Every family will have their own method to preparing patele stew, and usually it’s quite a lot! The good thing about this stew is that it can be portioned and frozen for future meals. To serve, simply thaw and heat, thinning with water if necessary. Serves 8-10.
Patele Stew Recipe
This is a true work of love, as several steps go into the making. To simplify the process, prep the achiote oil and masa ahead of time. The oil keeps well in a cool place, and the masa can be frozen for several weeks.
2 pounds boneless pork butt, cubed about 3/4 inch (don’t trim too much of the fat if any)
6 tablespoons achiote oil (recipe below)
1 large onion, chopped
2 large cloves garlic, minced
3 teaspoons ground cumin
1½ tablespoons salt
2 bay leaves
1 cup chopped cilantro (I use the stems too)
½ cup tomato sauce
1 (15oz.) can pitted olives
10 cups water
1½ pounds masa (recipe below)
ground black pepper
extra freshly chopped cilantro for garnish
In a very large pot or dutch oven, heat the 6 tablespoons of achiote oil over medium heat. Add the onions, garlic, cumin, salt, bay leaves, cilantro and pork. Stir and cook for about 10 minutes, until onions have softened but not browned.
Next add the tomato sauce, olives and their liquid, and 4 cups of the water. Lower the heat to a simmer and cook, uncovered for 30 minutes, stirring occasionally.
Now add the masa and the rest of the water (6 cups). Taste and adjust for salt. Cover and continue to simmer for 1 hour, stirring and checking from time to time to avoid scorching. The stew should thicken nicely, but if it looks to be too thick, add more water to thin. Season with freshly ground pepper. Serve over steaming white rice and garnish with chopped cilantro if desired.
For the achiote oil:
2 oz. packet *achiote seeds (1/3 cup)
1 1/3 cup olive oil
Heat the achiote seeds and olive oil over medium heat for about 5 minutes until the oil has taken on the reddish color of the seeds. Cool and store in a tightly sealed jar.
For the masa:
4 – 5 large green bananas or plantains
½ cup achiote oil (see above)
salt to taste
Peel bananas and place in lightly salted water. I find that halving them lengthwise and using gloves makes the job easier (green bananas leave a sticky sap). Grate on smallest opening of a food processor or cheese grater. In a bowl, combine grated bananas and achiote oil thoroughly, seasoning lightly with salt. Store in a heavy ziploc bag in the refrigerator, and use within 1-2 days, or freeze until needed.
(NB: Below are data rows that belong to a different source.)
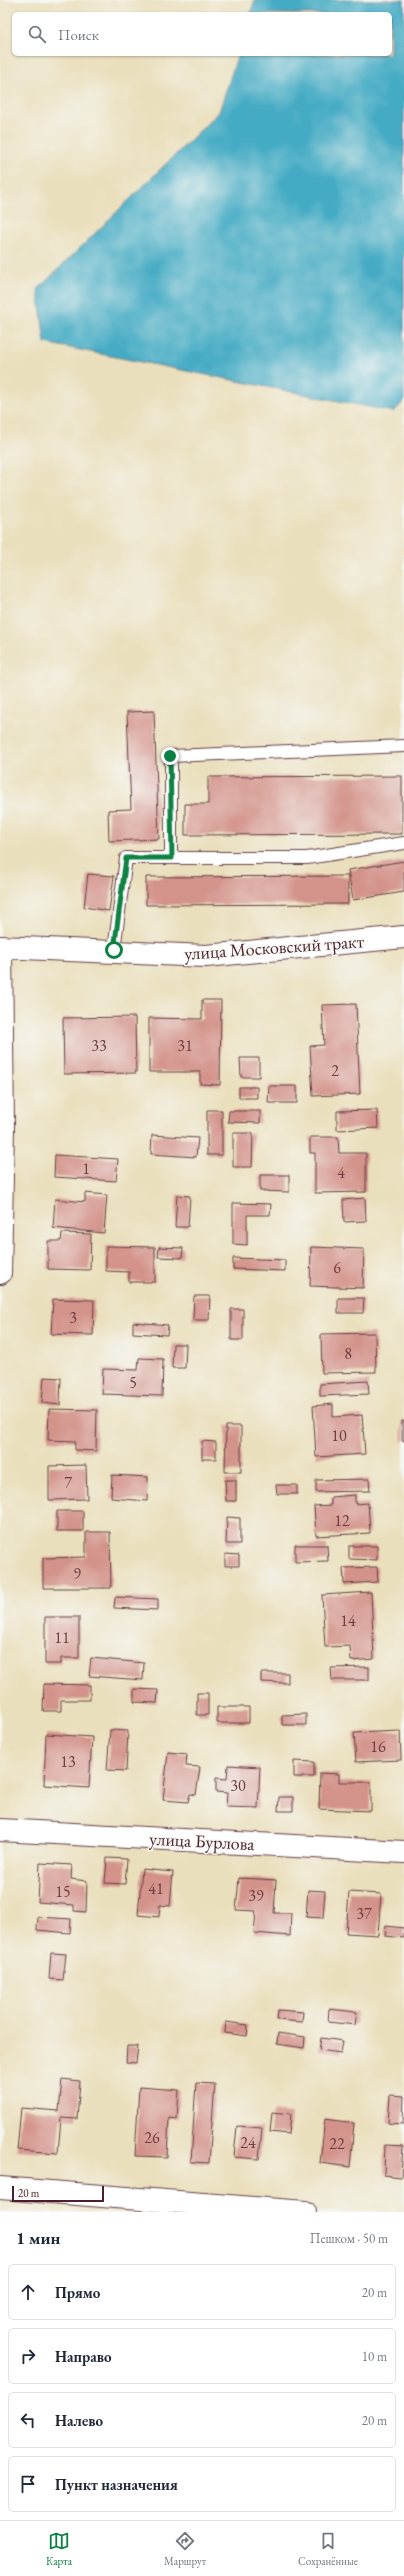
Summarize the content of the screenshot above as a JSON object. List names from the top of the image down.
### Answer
{
  "streets": {
    "street": ["улица Московский тракт", "улица Бурлова"]
  },
  "house_numbers": [
    "33",
    "31",
    "2",
    "1",
    "4",
    "6",
    "3",
    "8",
    "5",
    "10",
    "7",
    "12",
    "9",
    "14",
    "11",
    "16",
    "13",
    "30",
    "41",
    "15",
    "39",
    "37",
    "26",
    "24",
    "22"
  ],
  "scale_bar": "20 m",
  "page": {
    "search": "Поиск",
    "scale": "20 m",
    "heading": ["1 мин", "Пешком · 50 m"],
    "list": [
      ["Прямо", "20 m"],
      ["Направо", "10 m"],
      ["Налево", "20 m"],
      "Пункт назначения"
    ],
    "nav": ["Карта", "Маршрут", "Сохранённые"]
  }
}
Note: The trick to making good masa are green bananas (and I mean very firm, unripe green) and a grater that will allow you to achieve the proper texture. I do not suggest using the cutting blade of a food processor or blender; it will produce too coarse of a result (or too gritty if overdone). The smallest hole of a kitchen grater should do. My brother-in-law shared a nostalgic story of how his grandma used a tin plate that had been punctured with holes made from a nail. Necessity is always the mother of invention, no?